If it wasn't for inspiration, the pilot, the plumber, the doctor, and Oprah's people, wouldn't have had the guts to finish what they started. To get the degree, to accomplish the challenges they faced. To be good at things, you need people to push you along and help you finish when things are tough. You don't need some experienced asshole leaning over your back telling you how it’s done. No one needs that.

Does the president fly planes? Does he fix washing machines? Does he operate on people? Does he keep Oprah's nose clean? No, those are the jobs of specialists. Those are the tasks assigned by the president.

A president is supposed to figure out where the biggest problems are, and inspire the right people to get the job done. He tells you, you can trust the pilot, you need to call a plumber, you should see a doctor, and he tells Oprah to watch her ass. He doesn't have to know details, just how to direct the people who deal with the details. A president is supposed to understand the big picture and synthesize a solution down to assigning specialists.

I don't want a president who is experienced, I want a president who gets people to want to work. It's the president's job to figure out what people need to do and it’s the people's job to follow through.

What happens in an imperfect system though, is that his decisions on what to do aren't what people want. So he leans on a system with rules and regulations, rather than inspiration, to accomplish his agenda.

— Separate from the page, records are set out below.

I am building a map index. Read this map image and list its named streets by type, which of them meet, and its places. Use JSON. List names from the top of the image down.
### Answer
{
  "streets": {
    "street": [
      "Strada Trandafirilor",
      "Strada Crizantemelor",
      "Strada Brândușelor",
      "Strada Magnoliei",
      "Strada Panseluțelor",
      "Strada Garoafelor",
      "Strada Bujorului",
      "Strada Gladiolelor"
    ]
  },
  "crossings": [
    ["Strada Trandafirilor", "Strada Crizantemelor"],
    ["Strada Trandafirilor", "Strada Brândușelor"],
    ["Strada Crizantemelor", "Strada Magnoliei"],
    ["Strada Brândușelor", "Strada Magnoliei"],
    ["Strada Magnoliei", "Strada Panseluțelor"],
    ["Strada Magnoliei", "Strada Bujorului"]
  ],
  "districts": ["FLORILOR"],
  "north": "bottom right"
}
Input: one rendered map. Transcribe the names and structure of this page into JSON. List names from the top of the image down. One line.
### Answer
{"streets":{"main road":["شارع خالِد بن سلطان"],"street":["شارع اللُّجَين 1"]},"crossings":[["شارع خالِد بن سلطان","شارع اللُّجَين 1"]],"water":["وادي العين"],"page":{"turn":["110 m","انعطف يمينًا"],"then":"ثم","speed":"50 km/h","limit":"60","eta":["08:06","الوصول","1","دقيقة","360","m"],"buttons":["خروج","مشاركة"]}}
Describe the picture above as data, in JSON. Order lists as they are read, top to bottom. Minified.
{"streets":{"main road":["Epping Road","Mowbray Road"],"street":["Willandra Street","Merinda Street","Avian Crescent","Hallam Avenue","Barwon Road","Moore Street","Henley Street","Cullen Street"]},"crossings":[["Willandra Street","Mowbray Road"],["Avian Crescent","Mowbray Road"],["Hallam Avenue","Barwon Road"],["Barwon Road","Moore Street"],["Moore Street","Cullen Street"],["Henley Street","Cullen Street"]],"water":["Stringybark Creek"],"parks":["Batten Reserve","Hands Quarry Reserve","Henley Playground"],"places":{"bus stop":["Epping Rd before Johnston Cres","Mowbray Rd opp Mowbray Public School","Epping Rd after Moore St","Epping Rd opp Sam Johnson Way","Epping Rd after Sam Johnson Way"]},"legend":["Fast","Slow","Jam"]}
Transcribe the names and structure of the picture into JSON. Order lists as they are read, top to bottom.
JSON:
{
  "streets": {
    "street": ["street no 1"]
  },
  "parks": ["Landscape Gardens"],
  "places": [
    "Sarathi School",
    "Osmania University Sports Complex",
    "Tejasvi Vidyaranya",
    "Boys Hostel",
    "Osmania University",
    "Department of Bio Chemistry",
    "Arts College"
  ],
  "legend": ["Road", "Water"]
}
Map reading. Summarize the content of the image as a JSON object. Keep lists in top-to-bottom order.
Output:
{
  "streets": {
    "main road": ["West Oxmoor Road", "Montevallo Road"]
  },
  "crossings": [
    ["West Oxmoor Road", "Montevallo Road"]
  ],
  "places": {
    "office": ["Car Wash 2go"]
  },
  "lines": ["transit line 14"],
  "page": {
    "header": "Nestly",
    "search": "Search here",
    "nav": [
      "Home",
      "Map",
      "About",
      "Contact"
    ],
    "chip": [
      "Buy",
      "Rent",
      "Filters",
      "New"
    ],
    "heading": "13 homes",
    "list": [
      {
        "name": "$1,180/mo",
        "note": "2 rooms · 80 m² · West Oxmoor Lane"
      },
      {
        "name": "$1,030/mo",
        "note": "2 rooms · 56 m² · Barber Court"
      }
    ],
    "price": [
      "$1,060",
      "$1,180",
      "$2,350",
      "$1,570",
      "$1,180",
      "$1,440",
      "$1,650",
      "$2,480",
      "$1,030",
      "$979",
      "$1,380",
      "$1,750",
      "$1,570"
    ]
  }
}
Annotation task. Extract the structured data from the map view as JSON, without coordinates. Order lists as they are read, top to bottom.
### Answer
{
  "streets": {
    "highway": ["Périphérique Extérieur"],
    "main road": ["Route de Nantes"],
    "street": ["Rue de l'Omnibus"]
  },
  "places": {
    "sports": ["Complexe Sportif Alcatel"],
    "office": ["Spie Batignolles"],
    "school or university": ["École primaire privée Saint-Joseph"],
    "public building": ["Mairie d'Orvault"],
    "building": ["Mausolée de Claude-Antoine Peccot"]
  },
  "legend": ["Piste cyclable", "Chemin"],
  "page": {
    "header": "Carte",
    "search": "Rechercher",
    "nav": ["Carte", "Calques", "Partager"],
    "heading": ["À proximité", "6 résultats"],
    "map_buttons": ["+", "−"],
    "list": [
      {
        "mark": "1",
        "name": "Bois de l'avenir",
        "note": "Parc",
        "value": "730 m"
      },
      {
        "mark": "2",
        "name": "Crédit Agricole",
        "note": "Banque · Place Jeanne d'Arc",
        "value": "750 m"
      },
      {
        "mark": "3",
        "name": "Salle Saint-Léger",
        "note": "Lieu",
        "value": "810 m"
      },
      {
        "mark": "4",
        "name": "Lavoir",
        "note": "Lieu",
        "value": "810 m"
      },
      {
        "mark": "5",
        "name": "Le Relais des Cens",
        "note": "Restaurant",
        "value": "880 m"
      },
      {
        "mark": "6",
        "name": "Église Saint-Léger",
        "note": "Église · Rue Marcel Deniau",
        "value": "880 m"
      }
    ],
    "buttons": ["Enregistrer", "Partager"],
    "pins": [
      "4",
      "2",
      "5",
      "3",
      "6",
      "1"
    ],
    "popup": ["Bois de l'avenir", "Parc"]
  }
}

Because the system has drowned inspiration into a debateable characteristic of a president, we don't even know what we want in a leader anymore.

An ideal president needs both: an agenda and inspiration, the fortitude to have people stick with his agenda when things are difficult. We’re not used to this because our current president has an agenda not many people agree with, so he executes his authority to make people comply. Without executing a heavy autocratic hand, an ideal president can do one of two things: give inspiring speeches that make people think he is the man or create an agenda that gets people excited.

Obama can talk, but I haven't changed my course of life because of his gameplan. America needs a person who can do both. Until that time comes, I'll take my chances with the guy who gives me half of what I want. Yeah, I'm an Obama man.